_About this task_
Every entry is to be returned unchanged, and no picture is to be included.

Stored items:
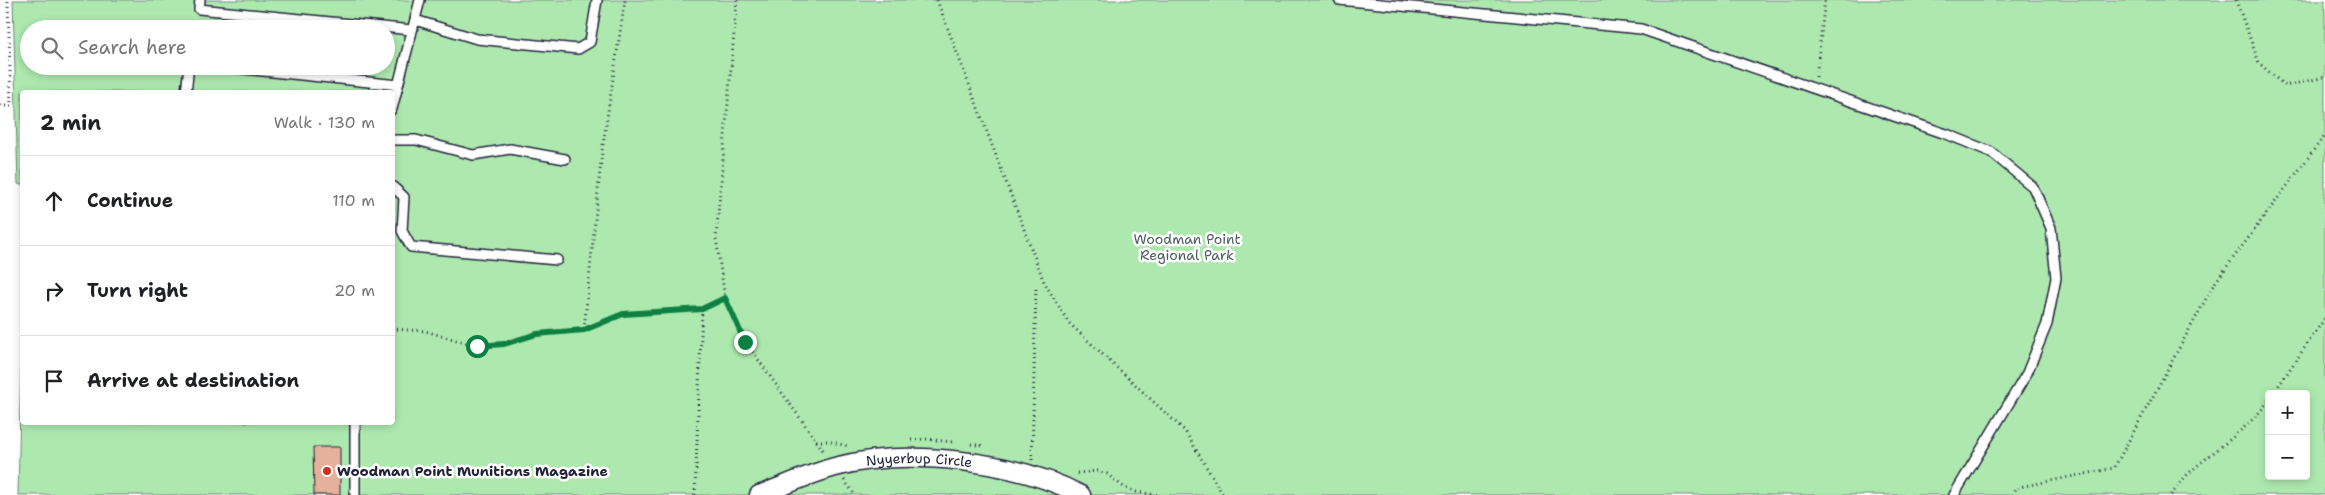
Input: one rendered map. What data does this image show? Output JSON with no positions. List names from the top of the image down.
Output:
{
  "streets": {
    "street": ["Nyyerbup Circle"]
  },
  "parks": ["Woodman Point Regional Park"],
  "places": ["Woodman Point Munitions Magazine"],
  "page": {
    "search": "Search here",
    "heading": ["2 min", "Walk · 130 m"],
    "list": [
      ["Continue", "110 m"],
      ["Turn right", "20 m"],
      "Arrive at destination"
    ],
    "map_buttons": ["+", "−"]
  }
}
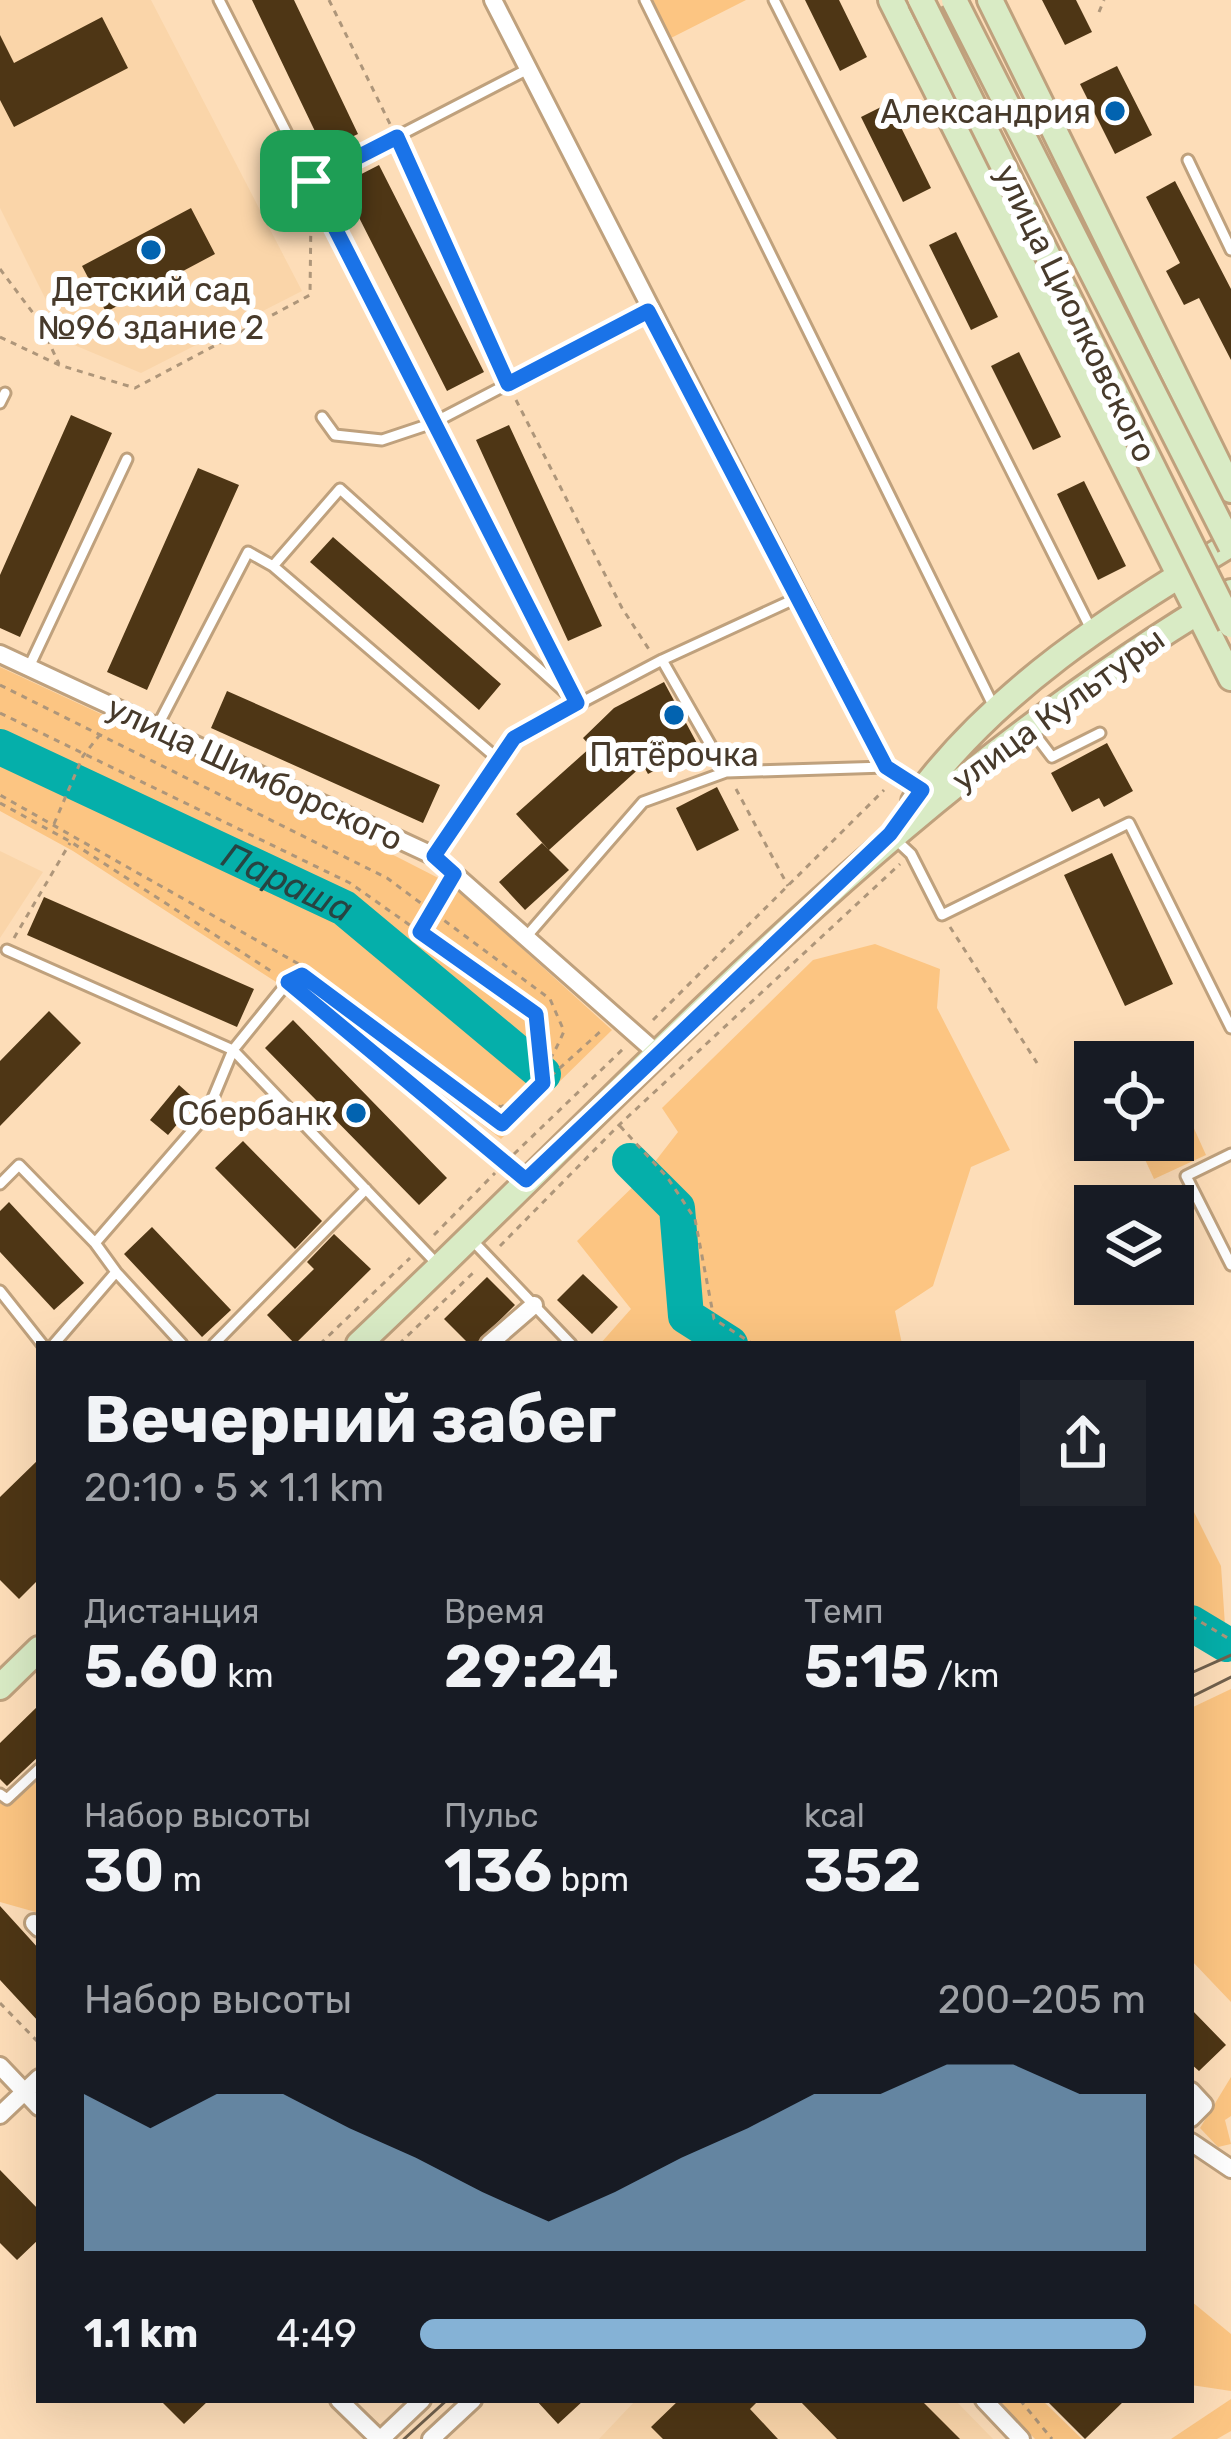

_Result of the exercise_
Input: one rendered map. What data does this image show? Output JSON with no positions. List names from the top of the image down.
Output:
{
  "streets": {
    "street": ["Nyyerbup Circle"]
  },
  "parks": ["Woodman Point Regional Park"],
  "places": ["Woodman Point Munitions Magazine"],
  "page": {
    "search": "Search here",
    "heading": ["2 min", "Walk · 130 m"],
    "list": [
      ["Continue", "110 m"],
      ["Turn right", "20 m"],
      "Arrive at destination"
    ],
    "map_buttons": ["+", "−"]
  }
}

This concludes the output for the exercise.